Bay Area metro-scale wireless ISP MetroFi drops charges: MetroFi offers Wi-Fi-based service across Cupertino, Sunnyvale, and Santa Clara. Its Cupertino and Santa Clara services originally required a monthly fee for mobile or fixed access. When they launched in Sunnyvale, they decided to try whether an advertising-supported model, in which a strip of advertising appears while connected, would provide enough revenue to create a profit on their fixed and per user costs. It did. (Press releases here.)
CEO Chuck Haas said last week, "Most communications business--and MetroFi is no different--is a high fixed cost, low incremental cost business. Your denominator, how many subscribers you have to amortize that cost, is one of the big drivers of that business." Haas said that his top three per-user costs were customer acquisition, support (mostly to do with billing), and Internet bandwidth. By removing the first two major factors, it's cheaper for him to offer free service.

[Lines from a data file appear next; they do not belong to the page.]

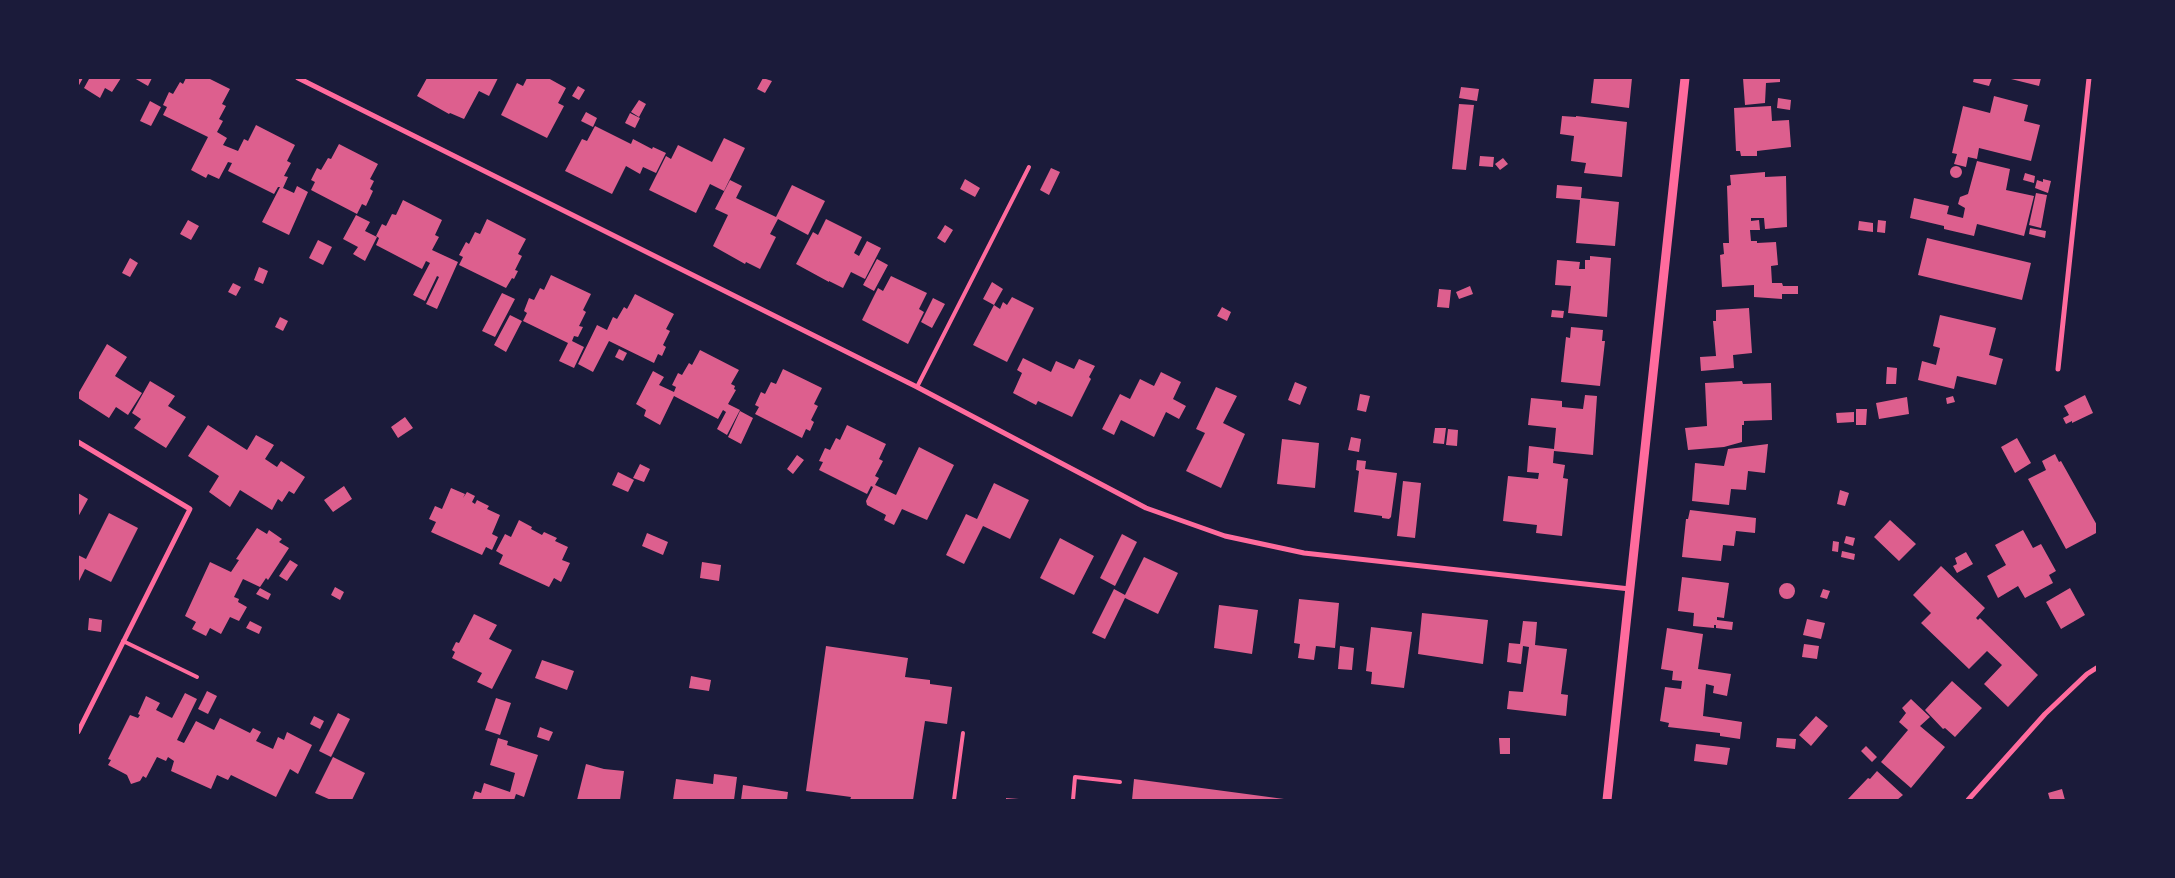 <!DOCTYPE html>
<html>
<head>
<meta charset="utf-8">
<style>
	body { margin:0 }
	#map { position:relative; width:2175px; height:878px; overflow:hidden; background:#1b1b3a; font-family:Roboto,sans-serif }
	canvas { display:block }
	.frame { position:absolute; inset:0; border:79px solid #1b1b3a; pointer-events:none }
</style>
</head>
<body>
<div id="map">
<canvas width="2175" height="878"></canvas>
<div class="frame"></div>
</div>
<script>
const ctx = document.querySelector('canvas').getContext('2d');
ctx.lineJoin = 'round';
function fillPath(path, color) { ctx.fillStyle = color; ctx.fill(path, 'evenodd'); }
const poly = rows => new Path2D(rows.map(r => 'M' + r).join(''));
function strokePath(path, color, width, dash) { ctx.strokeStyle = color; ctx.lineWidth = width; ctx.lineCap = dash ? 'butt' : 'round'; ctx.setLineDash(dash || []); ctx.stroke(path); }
fillPath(poly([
	[78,78,83,78,78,87],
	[86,78,121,78,112,92,105,88,100,98,84,88,89,79],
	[134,78,152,78,148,86],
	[186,78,208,78,230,89,222,104,226,106,219,119,223,121,217,132,227,138,223,145,238,151,244,139,248,141,256,125,295,145,287,161,291,163,284,176,288,177,283,188,294,193,297,186,308,192,289,235,262,222,280,187,278,187,274,194,228,171,232,163,228,162,219,179,208,174,206,178,191,170,208,137,163,115,167,107,163,105,169,92,173,94,180,82,183,84],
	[427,78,498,78,489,96,479,91,464,119,450,113,449,114,417,96],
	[527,78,548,78,566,88,558,103,564,106,547,138,501,115,517,83,523,86],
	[763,78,772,81,765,93,757,89],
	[1594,78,1632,78,1629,108,1591,103],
	[1743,78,1780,78,1780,82,1766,83,1765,103,1745,105],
	[1974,78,1992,78,1989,86,1973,82],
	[2007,78,2041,78,2039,86],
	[578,86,585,90,579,100,572,96],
	[1461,87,1479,89,1477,101,1459,98],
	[1994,96,2028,105,2024,121,2040,125,2031,161,1979,148,1977,159,1968,157,1966,167,1954,164,1957,154,1952,153,1963,106,1990,113],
	[1778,98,1791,100,1790,110,1777,108],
	[639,100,646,104,639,117,631,112],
	[150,101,161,107,151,126,140,121],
	[1459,104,1474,105,1466,170,1452,169],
	[1771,106,1772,121,1789,120,1791,147,1757,151,1757,156,1741,156,1740,151,1736,151,1734,108],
	[586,112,597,118,593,127,581,121],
	[630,113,640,118,635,128,625,123],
	[1562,116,1576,117,1576,116,1627,122,1622,177,1584,173,1586,163,1571,161,1574,136,1560,134],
	[595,126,631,144,633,139,652,149,653,147,666,153,656,173,643,167,640,174,626,166,612,194,565,171,582,139,587,141],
	[724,138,745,148,724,191,710,184,696,213,649,190,666,156,671,159,678,145,712,162],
	[339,144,378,164,370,179,374,181,370,189,373,191,366,206,362,204,357,214,311,190,315,182,311,180,317,168,321,170,328,158,331,159],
	[1480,156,1494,157,1493,167,1479,166],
	[1503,158,1508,164,1500,170,1495,164],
	[1977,161,2010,169,2006,190,2034,196,2024,236,1977,224,1974,236,1944,229,1944,226,1910,218,1914,198,1949,206,1947,214,1963,218,1965,208,1958,204,1960,197,1968,194],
	'1950 172a6 6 0 1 1 12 0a6 6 0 1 1-12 0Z',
	[1051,168,1060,172,1049,195,1040,190],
	[1765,172,1765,177,1786,176,1787,227,1765,229,1764,218,1751,218,1751,221,1759,220,1760,230,1750,230,1751,241,1757,241,1757,243,1776,242,1778,265,1771,266,1772,283,1782,283,1783,286,1798,286,1798,294,1782,294,1782,299,1754,297,1754,285,1722,287,1720,255,1724,254,1723,243,1729,243,1727,186,1731,185,1730,175],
	[2025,173,2035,176,2034,183,2023,180],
	[965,179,980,188,975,197,960,189],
	[2043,179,2051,181,2048,193,2035,188,2037,180,2043,182],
	[730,180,742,186,736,198,776,217,792,185,825,201,808,235,778,219,770,234,776,237,760,269,746,262,745,264,713,246,728,215,715,209],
	[1557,185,1582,187,1581,198,1619,202,1615,246,1576,243,1580,200,1556,198],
	[2036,193,2047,195,2041,228,2029,225],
	[403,200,442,220,435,235,439,237,432,250,458,262,437,309,426,304,439,277,437,276,425,301,413,295,430,263,426,261,422,269,376,245,379,238,376,236,382,224,386,226,392,214,396,215],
	[356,215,370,222,365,231,377,237,365,261,353,254,358,247,343,239],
	[487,219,526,239,518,254,522,256,515,270,518,271,514,279,512,278,506,288,459,265,463,257,459,255,466,242,469,244,475,232,480,234],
	[826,219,862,237,854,253,859,256,867,241,881,248,865,279,851,272,843,288,829,281,829,282,796,264,813,232,818,235],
	[188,220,199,226,191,240,180,234],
	[1878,220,1886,221,1885,233,1877,232],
	[1859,221,1873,223,1873,232,1858,230],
	[945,225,953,230,945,243,937,238],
	[2030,228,2046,231,2045,238,2029,234],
	[1927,238,2031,263,2022,300,1918,275],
	[318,240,332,247,323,265,309,258],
	[1590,256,1611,258,1607,317,1568,313,1571,286,1555,285,1557,260,1580,262,1579,269,1585,269,1585,260,1590,260],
	[130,258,138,263,130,277,122,273],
	[877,259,888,265,874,291,863,285],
	[259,267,268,271,263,284,254,280],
	[551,275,591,294,583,310,586,312,579,326,583,327,578,337,574,336,572,341,584,347,574,368,559,361,568,343,523,321,527,313,524,311,529,298,534,300,540,288,544,290],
	[891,276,927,293,919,309,924,312,908,344,862,320,878,288,883,291],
	[992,282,1003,289,994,305,983,299],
	[233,283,241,287,236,296,228,292],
	[1470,286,1473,294,1459,299,1456,292],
	[1439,289,1451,290,1449,308,1437,307],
	[502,293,515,299,495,337,482,331],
	[635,294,674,314,666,329,670,331,663,345,666,347,662,356,658,354,654,363,609,341,593,372,578,364,597,325,607,330,613,317,617,319,624,307,627,309],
	[1012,297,1034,308,1007,362,973,345,994,305,1000,309,1003,302,1007,305],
	[933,298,945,304,932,328,921,322],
	[1222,307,1231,312,1227,321,1217,316],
	[1749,308,1752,353,1733,355,1734,368,1701,371,1700,357,1716,356,1713,321,1716,321,1716,310],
	[1552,310,1564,311,1563,318,1551,317],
	[510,315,522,321,506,352,494,345],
	[1940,315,1996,328,1989,355,2003,359,1996,385,1957,376,1954,389,1918,380,1922,361,1936,365,1940,348,1933,346],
	[280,317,288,321,283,331,275,327],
	[1571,327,1603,330,1602,341,1605,341,1600,386,1561,382,1566,337,1570,338],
	[107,344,127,357,115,376,142,393,128,415,116,407,109,418,78,398,78,394],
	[619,349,627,353,623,361,615,357],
	[700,350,739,370,731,384,735,386,734,389,736,390,728,404,740,410,727,435,717,429,726,412,723,410,718,419,674,396,660,425,644,416,646,410,636,404,653,371,664,377,659,385,674,392,676,387,672,385,678,373,682,375,689,363,692,365],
	[1023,358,1051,372,1056,361,1074,369,1079,359,1095,366,1089,377,1091,379,1072,417,1038,401,1036,405,1013,393,1022,373,1017,370],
	[1887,367,1897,368,1896,384,1886,384],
	[783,369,822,388,814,404,818,406,811,420,814,422,810,431,806,429,802,438,755,414,759,407,755,405,761,392,765,394,771,382,776,384],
	[1161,372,1181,382,1173,399,1186,406,1179,419,1166,412,1154,437,1121,420,1114,435,1102,429,1120,394,1130,399,1140,379,1154,386],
	[150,381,175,396,168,406,186,417,166,448,134,428,141,419,132,413],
	[1742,381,1743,384,1771,383,1772,420,1744,421,1744,425,1742,425,1742,442,1724,447,1688,450,1685,428,1707,426,1705,383],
	[1295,382,1307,387,1300,405,1288,400],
	[1216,387,1237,396,1223,423,1245,434,1221,488,1186,471,1205,433,1196,429],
	[1360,394,1370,396,1366,412,1357,410],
	[1585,395,1597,396,1593,455,1554,451,1553,463,1565,465,1563,478,1568,479,1562,536,1536,533,1537,525,1503,521,1508,476,1538,479,1539,473,1527,472,1529,446,1554,449,1556,428,1528,425,1531,398,1562,401,1562,407,1583,409],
	[2085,395,2093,413,2072,423,2072,421,2066,424,2063,418,2069,415,2064,406],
	[1953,396,1955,402,1947,404,1946,398],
	[1907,397,1909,414,1879,419,1876,403],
	[1856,409,1867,409,1866,425,1856,425],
	[740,411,753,418,741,444,728,437],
	[1854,412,1854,422,1837,423,1836,413],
	[405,417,413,428,398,438,391,427],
	[208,425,247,450,256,435,274,445,265,459,277,467,281,461,305,477,294,494,289,491,282,502,278,499,272,510,240,490,230,507,209,492,219,476,188,456],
	[847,425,886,444,879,459,883,461,875,476,879,478,875,485,896,495,919,447,954,465,927,520,902,509,894,525,884,520,886,515,867,505,866,501,873,487,871,486,867,494,819,470,823,462,819,461,825,448,830,450,836,438,840,440],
	[1435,428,1446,428,1444,444,1433,443],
	[1448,429,1458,430,1457,446,1446,445],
	[1351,437,1361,439,1359,452,1348,450],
	[2017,438,2031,463,2015,473,2001,447],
	[1282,439,1319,443,1315,488,1277,484],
	[1768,444,1765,473,1748,471,1746,490,1731,489,1729,505,1692,501,1695,463,1724,466,1728,449],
	[2055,454,2059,462,2061,461,2098,527,2098,532,2066,549,2028,479,2046,470,2042,461],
	[797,455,804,460,793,474,787,469],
	[1357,460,1366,461,1365,469,1397,473,1391,517,1389,519,1382,518,1382,516,1354,512,1359,471,1356,470],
	[640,464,650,469,644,482,633,478],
	[618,472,634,480,628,492,612,485],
	[1403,481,1421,483,1415,538,1397,536],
	[994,483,1029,500,1010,539,983,526,964,564,946,555,966,514,977,519],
	[344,486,352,499,333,512,324,500],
	[451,488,465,494,463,498,467,492,475,496,472,502,475,504,477,500,489,506,487,509,500,515,492,534,498,537,492,550,486,547,482,555,431,532,436,522,429,519,435,506,442,509],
	[1840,490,1849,493,1845,506,1837,504],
	[78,493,88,499,78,517],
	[1690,510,1756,518,1755,533,1736,531,1734,546,1723,545,1721,561,1682,557,1686,519,1688,519],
	[109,513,138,528,111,582,85,569,78,583,78,555,86,559],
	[519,520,532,527,531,529,542,535,544,532,557,538,555,541,568,547,562,560,570,563,561,582,554,578,549,587,499,564,503,555,496,551,505,534,511,537],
	[1890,520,1916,544,1899,561,1874,537],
	[257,528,267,534,269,530,282,539,279,542,289,548,268,580,266,578,260,587,243,579,234,597,239,599,238,602,247,607,239,621,230,617,221,634,210,628,206,636,192,629,196,622,185,616,210,562,231,572,239,560,236,559],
	[2023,530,2033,548,2041,544,2056,571,2049,575,2053,583,2025,598,2018,586,1998,598,1987,576,2006,565,1995,545],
	[647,533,668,542,663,555,642,546],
	[1122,534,1137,542,1115,586,1100,578],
	[1846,536,1855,538,1853,546,1844,543],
	[1060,538,1094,556,1074,595,1040,578],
	[1833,541,1839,542,1838,552,1832,551],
	[1842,551,1855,554,1854,560,1841,557],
	[1966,552,1973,564,1957,573,1953,566,1957,564,1955,558],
	[1144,557,1178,573,1158,614,1125,598,1105,639,1092,633,1114,589,1125,595],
	[290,560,298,565,287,581,279,576],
	[702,562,721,565,719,581,700,578],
	[1941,566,1985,608,1976,618,1978,620,1980,618,2038,675,2008,707,1984,684,2002,665,1987,651,1969,669,1921,623,1931,613,1913,595],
	[1682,577,1729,583,1724,618,1717,617,1717,620,1733,622,1732,630,1716,628,1716,625,1714,625,1714,628,1693,626,1694,613,1678,611],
	'1779 591a8 8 0 1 1 16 0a8 8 0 1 1-16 0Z',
	[335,587,344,592,340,600,331,595],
	[260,588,271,594,268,600,256,594],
	[2070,588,2085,615,2061,629,2046,602],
	[1823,589,1830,591,1827,599,1820,597],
	[1299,599,1339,603,1335,648,1316,646,1314,660,1298,658,1300,644,1294,643],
	[1219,605,1258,610,1252,654,1214,648],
	[1422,613,1488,620,1483,664,1418,654],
	[474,614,497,625,489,639,512,650,492,689,477,682,482,673,452,658,455,652,452,650,456,642,459,643],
	[89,618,102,620,101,632,88,630],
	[1807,619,1825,623,1821,639,1803,635],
	[250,621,262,627,259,634,246,628],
	[1523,621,1537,622,1535,645,1567,649,1561,694,1568,695,1566,716,1507,709,1509,691,1523,692,1529,647,1523,646,1521,664,1507,662,1509,643,1520,644],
	[1371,627,1412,632,1404,688,1371,684,1372,672,1366,671],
	[1667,628,1703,634,1698,669,1731,674,1727,696,1713,693,1714,686,1706,684,1703,716,1742,722,1740,739,1720,736,1720,733,1668,727,1669,723,1660,721,1665,687,1681,689,1682,681,1672,680,1673,671,1661,669],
	[1804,644,1819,646,1817,659,1802,657],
	[826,646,908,658,905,677,930,680,930,684,952,687,947,724,925,721,913,800,850,800,851,797,806,791],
	[1340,646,1354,648,1352,670,1338,669],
	[542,660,574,671,567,690,535,678],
	[691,676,711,680,709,691,689,688],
	[1952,681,1982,708,1955,737,1945,728,1943,729,1925,710],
	[207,691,217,696,208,714,198,709],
	[185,693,197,699,177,740,184,743,196,721,214,730,220,718,250,733,253,728,261,732,256,741,273,749,278,737,284,740,287,732,312,745,298,774,290,769,276,797,231,775,228,780,217,775,211,789,171,771,174,761,168,757,166,761,157,757,146,778,143,776,140,781,131,784,127,775,108,765,111,760,108,759,130,715,138,718,140,715,138,714,146,696,160,703,156,710,172,718],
	[496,698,511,703,500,735,485,730],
	[1911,699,1930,717,1920,726,1945,747,1911,788,1881,762,1908,730,1899,722,1906,713,1902,708],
	[338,713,350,719,331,757,319,751],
	[314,716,324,721,320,729,310,724],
	[1816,716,1828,726,1811,746,1799,735],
	[540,727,553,732,549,741,537,737],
	[498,738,508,741,507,745,538,755,524,797,516,794,514,800,472,800,475,791,481,793,484,783,510,792,515,773,490,765],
	[1499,738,1510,738,1510,754,1500,754],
	[1777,738,1796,739,1795,749,1776,747],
	[1696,744,1730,748,1727,765,1694,761],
	[1866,746,1877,757,1872,762,1861,751],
	[333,757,365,773,352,800,331,800,315,793],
	[586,764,604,769,624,771,620,800,577,800],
	[1877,771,1903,795,1897,800,1847,800,1868,778,1870,779],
	[714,774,737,777,734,800,673,800,676,779,713,784],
	[1134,779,1284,799,1283,800,1132,800],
	[743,785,788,792,787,800,741,800],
	[2062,789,2065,800,2050,800,2048,793],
	[1006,798,1019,799,1018,800,1006,800]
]), '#dd5f8e');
strokePath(poly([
	[917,387,1029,167],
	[123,641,197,677],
	[954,800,963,733],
	[1073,800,1075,777,1120,782]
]), '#ff6b9d', 4);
strokePath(poly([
	[298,78,917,387,1146,508,1225,536,1304,553,1630,589],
	[2058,369,2089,78],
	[78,442,190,509,78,732],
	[1968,800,2045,714,2087,674,2098,667]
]), '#ff6b9d', 5);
strokePath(poly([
	[1607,800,1685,78]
]), '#ff6b9d', 9);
</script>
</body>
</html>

"The rapid awareness and the numbers we have are take rate are phenomenal. We've broken the code on how to fund this network with advertising. and we've also broken the code in using 2nd generation radio technology," Haas said.
While Haas declined to provide numbers, it's an easy calculation. At roughly $20 per month for unlimited usage, a good percentage of that had to be devoted to the expensive tasks of billing and marketing. If MetroFi netted $2 per month per customer, that might be an optimistic rate. By that token, having ten times the users bringing in an average of 50 cents a month each in advertising should cover increased capital and recurring expenses while reducing staffing requirements.
The company uses SkyPilot equipment, which uses mesh techniques for backhaul in which up to eight high-gain 5 GHz point-to-multipoint links per node are given scheduled slots to allow highly efficient spatially and temporally separated spectrum re-use.
MetroFi noted in a press release that advertising can be targeted based on a user's location. While all three cities don't have 100-percent coverage, most of each town does have access, and the company will be expanding service and node density as more users come online.
MetroFi uses a BYOB model (bring your own bridge), in which fixed users can purchase any Wi-Fi bridge and then connect into the MetroFi network.